_EXERCISE REQUIREMENTS_
Find the lines below that contain the string "linejoin", count them, and give only the number.

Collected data
────────────────

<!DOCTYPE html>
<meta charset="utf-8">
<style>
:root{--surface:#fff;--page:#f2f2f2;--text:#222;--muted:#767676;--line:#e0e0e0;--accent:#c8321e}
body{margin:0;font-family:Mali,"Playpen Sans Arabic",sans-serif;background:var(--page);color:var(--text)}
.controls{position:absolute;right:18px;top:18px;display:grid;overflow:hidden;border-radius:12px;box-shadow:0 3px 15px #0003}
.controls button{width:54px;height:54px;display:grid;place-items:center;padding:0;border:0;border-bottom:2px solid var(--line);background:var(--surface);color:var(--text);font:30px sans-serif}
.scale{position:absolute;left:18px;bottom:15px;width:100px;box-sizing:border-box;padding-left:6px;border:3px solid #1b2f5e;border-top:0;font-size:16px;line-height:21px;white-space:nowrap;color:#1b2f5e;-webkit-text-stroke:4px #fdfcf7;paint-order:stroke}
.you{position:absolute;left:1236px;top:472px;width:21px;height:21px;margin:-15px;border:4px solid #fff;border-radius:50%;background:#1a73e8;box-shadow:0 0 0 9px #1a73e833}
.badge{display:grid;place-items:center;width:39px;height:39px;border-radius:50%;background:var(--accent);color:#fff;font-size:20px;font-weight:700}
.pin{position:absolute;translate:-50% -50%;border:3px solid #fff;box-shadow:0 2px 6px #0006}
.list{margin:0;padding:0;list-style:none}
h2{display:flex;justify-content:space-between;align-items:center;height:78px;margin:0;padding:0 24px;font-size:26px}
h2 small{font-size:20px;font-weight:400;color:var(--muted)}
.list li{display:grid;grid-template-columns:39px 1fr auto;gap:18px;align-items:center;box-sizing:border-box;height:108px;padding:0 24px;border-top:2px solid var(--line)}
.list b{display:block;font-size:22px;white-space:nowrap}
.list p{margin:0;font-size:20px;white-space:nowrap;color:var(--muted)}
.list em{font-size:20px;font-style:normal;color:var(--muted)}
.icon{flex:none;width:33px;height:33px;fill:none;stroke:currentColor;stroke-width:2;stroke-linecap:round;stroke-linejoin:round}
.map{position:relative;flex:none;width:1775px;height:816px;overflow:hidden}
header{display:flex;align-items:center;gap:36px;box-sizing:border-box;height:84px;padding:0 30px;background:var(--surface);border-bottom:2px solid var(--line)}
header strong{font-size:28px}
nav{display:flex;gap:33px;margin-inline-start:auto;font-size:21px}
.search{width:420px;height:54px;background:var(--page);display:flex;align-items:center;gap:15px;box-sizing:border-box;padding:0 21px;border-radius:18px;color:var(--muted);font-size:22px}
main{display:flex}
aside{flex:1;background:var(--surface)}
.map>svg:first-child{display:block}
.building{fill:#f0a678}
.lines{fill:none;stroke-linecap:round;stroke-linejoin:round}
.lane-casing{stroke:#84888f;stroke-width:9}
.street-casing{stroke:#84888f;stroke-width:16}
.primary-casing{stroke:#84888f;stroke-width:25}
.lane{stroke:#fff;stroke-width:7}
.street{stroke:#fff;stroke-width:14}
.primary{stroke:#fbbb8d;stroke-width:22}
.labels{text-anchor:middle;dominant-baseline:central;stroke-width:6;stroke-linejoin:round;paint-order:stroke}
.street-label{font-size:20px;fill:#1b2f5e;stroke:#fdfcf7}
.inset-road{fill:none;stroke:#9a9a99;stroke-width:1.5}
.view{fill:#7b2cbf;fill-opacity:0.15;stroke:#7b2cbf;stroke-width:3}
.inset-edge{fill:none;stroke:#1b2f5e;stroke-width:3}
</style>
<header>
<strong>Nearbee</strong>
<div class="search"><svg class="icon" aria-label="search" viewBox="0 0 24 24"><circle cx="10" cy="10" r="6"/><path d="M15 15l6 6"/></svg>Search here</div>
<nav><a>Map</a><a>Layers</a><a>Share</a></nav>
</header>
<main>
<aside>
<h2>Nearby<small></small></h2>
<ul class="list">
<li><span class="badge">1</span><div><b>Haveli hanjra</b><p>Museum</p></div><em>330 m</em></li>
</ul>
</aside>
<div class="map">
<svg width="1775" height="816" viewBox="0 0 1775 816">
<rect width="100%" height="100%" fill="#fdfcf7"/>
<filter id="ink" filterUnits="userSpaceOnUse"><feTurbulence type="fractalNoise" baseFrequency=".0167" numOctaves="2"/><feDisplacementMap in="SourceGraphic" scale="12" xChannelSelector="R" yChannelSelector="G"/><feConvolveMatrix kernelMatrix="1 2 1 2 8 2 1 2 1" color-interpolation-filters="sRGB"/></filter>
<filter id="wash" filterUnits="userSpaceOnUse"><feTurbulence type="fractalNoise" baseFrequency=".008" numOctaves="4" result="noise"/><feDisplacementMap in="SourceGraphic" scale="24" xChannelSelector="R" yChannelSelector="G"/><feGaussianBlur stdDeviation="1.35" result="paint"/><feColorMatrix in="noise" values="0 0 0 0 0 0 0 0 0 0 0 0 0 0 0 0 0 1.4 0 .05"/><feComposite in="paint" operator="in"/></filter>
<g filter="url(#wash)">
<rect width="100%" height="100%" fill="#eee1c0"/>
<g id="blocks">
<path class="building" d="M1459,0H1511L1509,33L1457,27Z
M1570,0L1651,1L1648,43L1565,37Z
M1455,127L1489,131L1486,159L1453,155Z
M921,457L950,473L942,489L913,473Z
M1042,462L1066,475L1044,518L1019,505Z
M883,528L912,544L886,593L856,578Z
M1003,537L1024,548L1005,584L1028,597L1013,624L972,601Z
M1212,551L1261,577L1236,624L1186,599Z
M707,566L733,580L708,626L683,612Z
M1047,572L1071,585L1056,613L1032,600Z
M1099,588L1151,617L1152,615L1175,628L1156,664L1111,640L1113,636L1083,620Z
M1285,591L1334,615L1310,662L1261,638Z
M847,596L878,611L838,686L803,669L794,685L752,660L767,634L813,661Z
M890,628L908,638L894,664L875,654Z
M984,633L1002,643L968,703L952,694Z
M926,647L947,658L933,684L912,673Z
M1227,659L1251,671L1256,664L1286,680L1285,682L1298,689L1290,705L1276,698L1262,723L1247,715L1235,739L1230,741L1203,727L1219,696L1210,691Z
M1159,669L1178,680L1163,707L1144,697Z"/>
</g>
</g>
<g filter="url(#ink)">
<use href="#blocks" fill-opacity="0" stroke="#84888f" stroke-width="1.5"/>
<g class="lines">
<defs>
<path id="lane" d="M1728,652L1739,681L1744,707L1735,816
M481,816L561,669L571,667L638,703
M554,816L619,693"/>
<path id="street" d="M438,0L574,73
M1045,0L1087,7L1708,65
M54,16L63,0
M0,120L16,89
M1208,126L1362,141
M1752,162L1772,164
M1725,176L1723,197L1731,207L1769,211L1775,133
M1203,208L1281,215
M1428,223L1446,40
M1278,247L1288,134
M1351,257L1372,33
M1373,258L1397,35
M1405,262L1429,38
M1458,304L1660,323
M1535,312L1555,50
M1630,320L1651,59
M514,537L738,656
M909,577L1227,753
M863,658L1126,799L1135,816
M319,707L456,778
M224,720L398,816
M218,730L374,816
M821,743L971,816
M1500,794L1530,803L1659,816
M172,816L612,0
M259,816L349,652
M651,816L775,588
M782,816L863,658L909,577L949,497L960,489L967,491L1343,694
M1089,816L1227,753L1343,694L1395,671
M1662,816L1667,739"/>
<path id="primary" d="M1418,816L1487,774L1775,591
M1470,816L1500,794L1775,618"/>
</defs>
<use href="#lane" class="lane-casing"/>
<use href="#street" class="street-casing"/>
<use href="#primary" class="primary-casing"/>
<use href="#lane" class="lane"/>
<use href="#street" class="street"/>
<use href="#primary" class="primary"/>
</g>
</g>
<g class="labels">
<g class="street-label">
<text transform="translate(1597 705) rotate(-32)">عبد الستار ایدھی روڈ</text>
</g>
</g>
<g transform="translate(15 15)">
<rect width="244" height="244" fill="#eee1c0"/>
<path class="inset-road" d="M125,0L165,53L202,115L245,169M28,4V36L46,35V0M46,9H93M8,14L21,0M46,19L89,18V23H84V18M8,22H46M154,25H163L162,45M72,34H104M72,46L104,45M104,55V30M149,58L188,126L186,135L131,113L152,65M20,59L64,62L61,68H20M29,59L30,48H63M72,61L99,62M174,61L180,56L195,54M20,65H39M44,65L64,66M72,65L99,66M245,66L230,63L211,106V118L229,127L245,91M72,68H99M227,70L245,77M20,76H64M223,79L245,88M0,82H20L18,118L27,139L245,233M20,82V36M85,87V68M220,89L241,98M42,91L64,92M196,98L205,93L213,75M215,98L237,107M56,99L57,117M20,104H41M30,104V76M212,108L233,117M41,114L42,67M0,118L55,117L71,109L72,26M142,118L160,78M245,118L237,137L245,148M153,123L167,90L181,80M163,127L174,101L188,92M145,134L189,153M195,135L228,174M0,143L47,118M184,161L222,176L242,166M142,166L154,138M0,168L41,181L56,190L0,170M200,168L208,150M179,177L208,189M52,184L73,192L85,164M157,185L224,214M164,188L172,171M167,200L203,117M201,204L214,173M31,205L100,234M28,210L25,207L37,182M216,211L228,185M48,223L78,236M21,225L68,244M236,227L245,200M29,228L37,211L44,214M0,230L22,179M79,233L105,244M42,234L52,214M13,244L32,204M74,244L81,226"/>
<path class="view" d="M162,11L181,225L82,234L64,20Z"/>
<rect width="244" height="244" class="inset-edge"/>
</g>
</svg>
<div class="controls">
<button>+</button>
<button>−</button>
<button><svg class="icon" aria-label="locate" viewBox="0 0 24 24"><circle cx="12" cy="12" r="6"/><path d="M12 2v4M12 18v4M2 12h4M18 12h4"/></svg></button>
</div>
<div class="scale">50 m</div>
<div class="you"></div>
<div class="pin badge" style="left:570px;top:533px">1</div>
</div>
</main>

────────────────

_TASK RESPONSE_
3